30 July, 2025

International Day Against Trafficking in Persons (30 July)

Legal Employment – The Best Defense Against Invisible Enslavement

Forced labor is the most common form of exploitation among trafficking victims. On this International Day Against Trafficking in Persons, we ask: can legal employment become the strongest line of defense?

Will Poland Become a Destination Country for Human Trafficking?

Not long ago, such a question might have sounded like a grim joke. Today, it's a very real threat. Not because Poland is poor, unstable, or embroiled in conflict. Quite the opposite – we are an EU Member State with a growing economy and a chronic labor shortage. And as of June 1st, Poland has significantly tightened the rules for legal access to the labor market for foreigners – perhaps too much so.
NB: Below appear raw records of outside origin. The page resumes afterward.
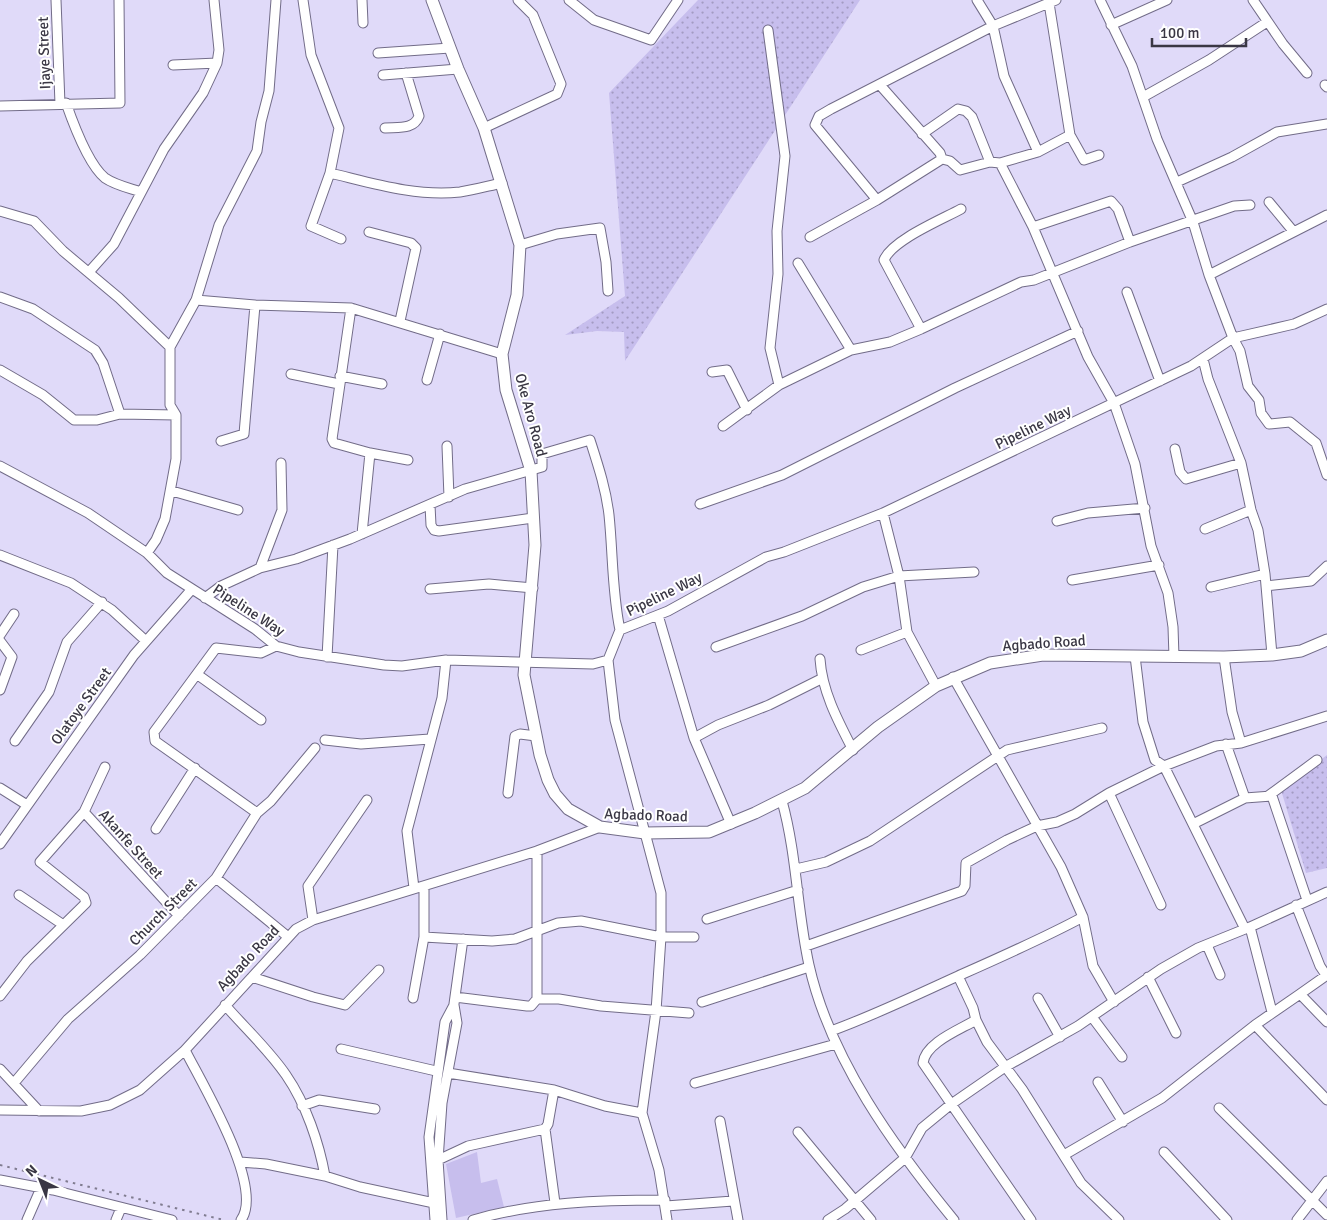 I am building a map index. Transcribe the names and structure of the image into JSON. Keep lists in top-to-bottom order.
{
  "streets": {
    "main road": ["Oke Aro Road", "Agbado Road"],
    "street": [
      "Ijaye Street",
      "Pipeline Way",
      "Olatoye Street",
      "Akanfe Street",
      "Church Street"
    ]
  },
  "crossings": [
    ["Oke Aro Road", "Pipeline Way"],
    ["Oke Aro Road", "Agbado Road"],
    ["Pipeline Way", "Olatoye Street"],
    ["Akanfe Street", "Church Street"]
  ],
  "scale_bar": "100 m",
  "north": "top left"
} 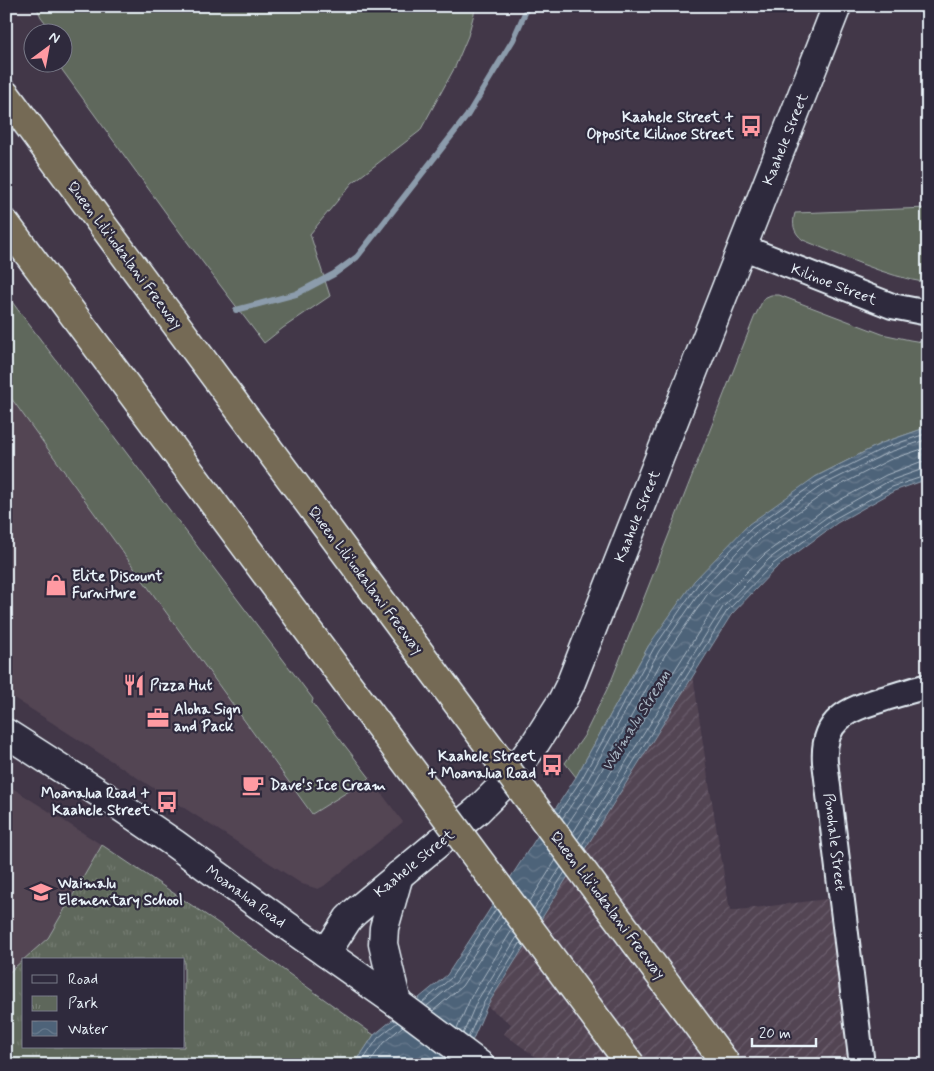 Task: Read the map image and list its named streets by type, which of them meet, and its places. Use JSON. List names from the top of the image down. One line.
{"streets":{"highway":["Queen Liliʻuokalani Freeway"],"street":["Kaahele Street","Kilinoe Street","Ponohale Street","Moanalua Road"]},"crossings":[["Kaahele Street","Kilinoe Street"],["Kaahele Street","Moanalua Road"]],"water":["Waimalu Stream"],"places":{"bus stop":["Kaahele Street + Opposite Kilinoe Street","Kaahele Street + Moanalua Road","Moanalua Road + Kaahele Street"],"shop":["Elite Discount Furniture"],"restaurant":["Pizza Hut"],"office":["Aloha Sign and Pack"],"cafe":["Dave's Ice Cream"],"school or university":["Waimalu Elementary School"]},"legend":["Road","Park","Water"],"scale_bar":"20 m","north":"top right"} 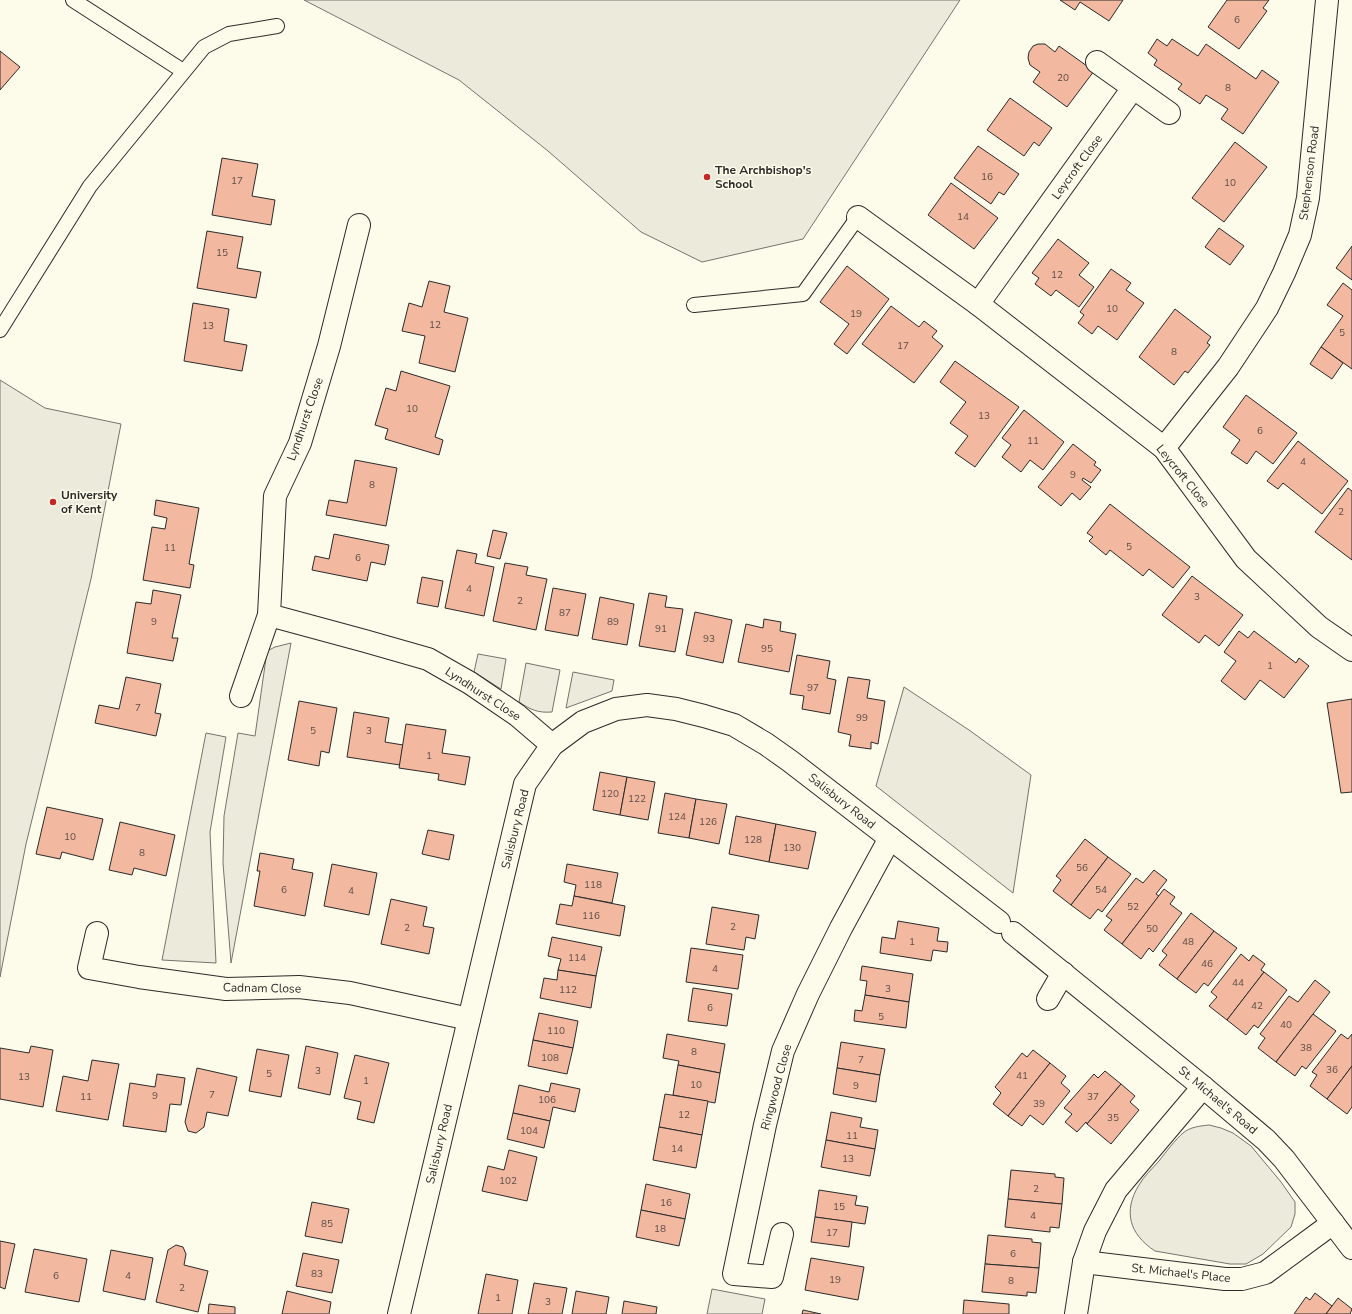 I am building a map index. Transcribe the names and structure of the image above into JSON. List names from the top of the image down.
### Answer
{
  "streets": {
    "street": [
      "Leycroft Close",
      "Stephenson Road",
      "Lyndhurst Close",
      "Salisbury Road",
      "Cadnam Close",
      "Ringwood Close",
      "St. Michael's Road",
      "St. Michael's Place"
    ]
  },
  "crossings": [
    ["Leycroft Close", "Stephenson Road"],
    ["Lyndhurst Close", "Salisbury Road"],
    ["Salisbury Road", "Cadnam Close"],
    ["Salisbury Road", "Ringwood Close"],
    ["Salisbury Road", "St. Michael's Road"],
    ["St. Michael's Road", "St. Michael's Place"]
  ],
  "places": ["The Archbishop's School", "University of Kent"],
  "house_numbers": [
    "6",
    "20",
    "8",
    "16",
    "17",
    "10",
    "14",
    "15",
    "12",
    "10",
    "19",
    "12",
    "13",
    "5",
    "17",
    "8",
    "10",
    "13",
    "6",
    "11",
    "4",
    "9",
    "8",
    "2",
    "5",
    "11",
    "6",
    "4",
    "3",
    "2",
    "87",
    "9",
    "89",
    "91",
    "93",
    "95",
    "1",
    "97",
    "7",
    "99",
    "5",
    "3",
    "1",
    "120",
    "122",
    "124",
    "126",
    "10",
    "128",
    "130",
    "8",
    "56",
    "118",
    "6",
    "54",
    "4",
    "52",
    "116",
    "2",
    "2",
    "50",
    "1",
    "48",
    "114",
    "46",
    "4",
    "44",
    "3",
    "112",
    "42",
    "6",
    "5",
    "40",
    "110",
    "38",
    "8",
    "108",
    "7",
    "36",
    "3",
    "5",
    "41",
    "13",
    "1",
    "10",
    "9",
    "7",
    "9",
    "11",
    "37",
    "106",
    "39",
    "12",
    "35",
    "104",
    "11",
    "14",
    "13",
    "102",
    "2",
    "16",
    "15",
    "4",
    "85",
    "18",
    "17",
    "6",
    "83",
    "6",
    "4",
    "19",
    "8",
    "2",
    "1",
    "3"
  ]
} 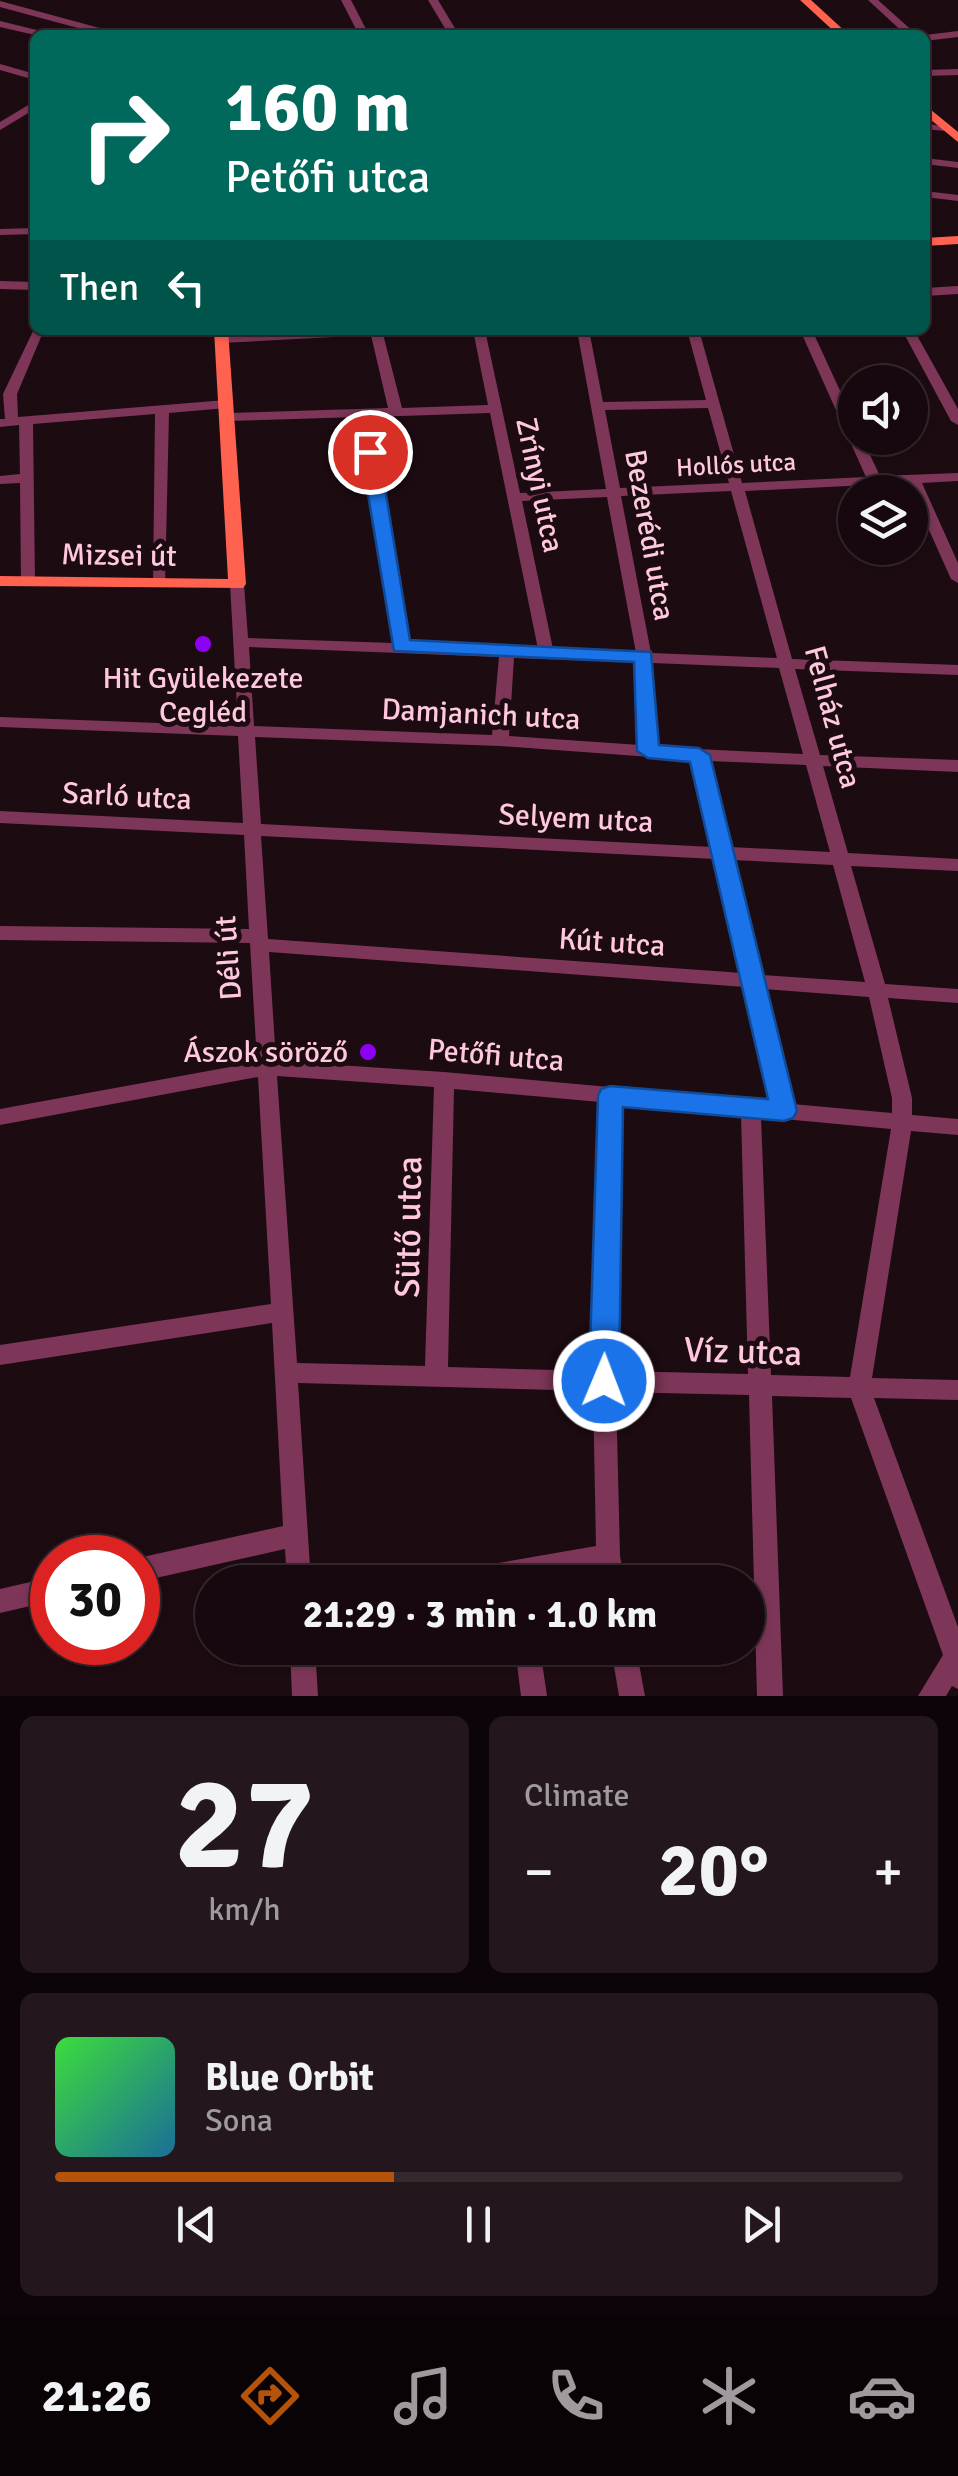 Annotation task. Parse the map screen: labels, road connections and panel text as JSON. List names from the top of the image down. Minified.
{"streets":{"main road":["Mizsei út","Déli út"],"street":["Hollós utca","Zrínyi utca","Bezerédi utca","Damjanich utca","Felház utca","Sarló utca","Selyem utca","Kút utca","Petőfi utca","Sütő utca","Víz utca"]},"crossings":[["Hollós utca","Zrínyi utca"],["Hollós utca","Bezerédi utca"],["Hollós utca","Felház utca"],["Bezerédi utca","Damjanich utca"],["Mizsei út","Déli út"],["Damjanich utca","Felház utca"],["Damjanich utca","Déli út"],["Felház utca","Selyem utca"],["Felház utca","Kút utca"],["Felház utca","Petőfi utca"],["Felház utca","Víz utca"],["Sarló utca","Selyem utca"],["Sarló utca","Déli út"],["Selyem utca","Déli út"],["Kút utca","Déli út"],["Déli út","Petőfi utca"],["Déli út","Víz utca"],["Petőfi utca","Sütő utca"],["Sütő utca","Víz utca"]],"places":["Hit Gyülekezete Cegléd","Ászok söröző"],"page":{"turn":["160 m","Petőfi utca"],"then":"Then","limit":"30","trip":"21:29 · 3 min · 1.0 km","tile":[["27","km/h"],"Climate"],"heat":["−","20°","+"],"song":["Blue Orbit","Sona"],"tabs":"21:26"}}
As a result, in the absence of legal pathways to employment for third-country nationals, more and more desperate people are arriving in Poland not in pursuit of a better life, but only to face exploitation. They arrive illegally, through networks of intermediaries, fraudsters, and smugglers. They work in agriculture, construction, and care sectors – without contracts, without documents, under the control of a “guardian.” Their stories rarely make it into official statistics, because they are invisible – both to labor law and to society.

Not Only Sexual Exploitation

Public perception of human trafficking tends to focus on the plight of women forced into prostitution. In reality, most victims are subjected to forced labor or exploited through unlawful underpayment and excessive working hours. Other forms include forced begging, theft and petty crime, and economic slavery. A confiscated passport, withheld wages, confinement in barracks, threats, debt to a recruiter – not necessarily physical violence – are enough to turn a person in search of a better life into a victim of trafficking.

And it can happen next door – in your building, your neighborhood. Increasingly, it is happening here – not in “poor Asia” but in the heart of Europe. Trafficking victims often end up in the wealthiest countries.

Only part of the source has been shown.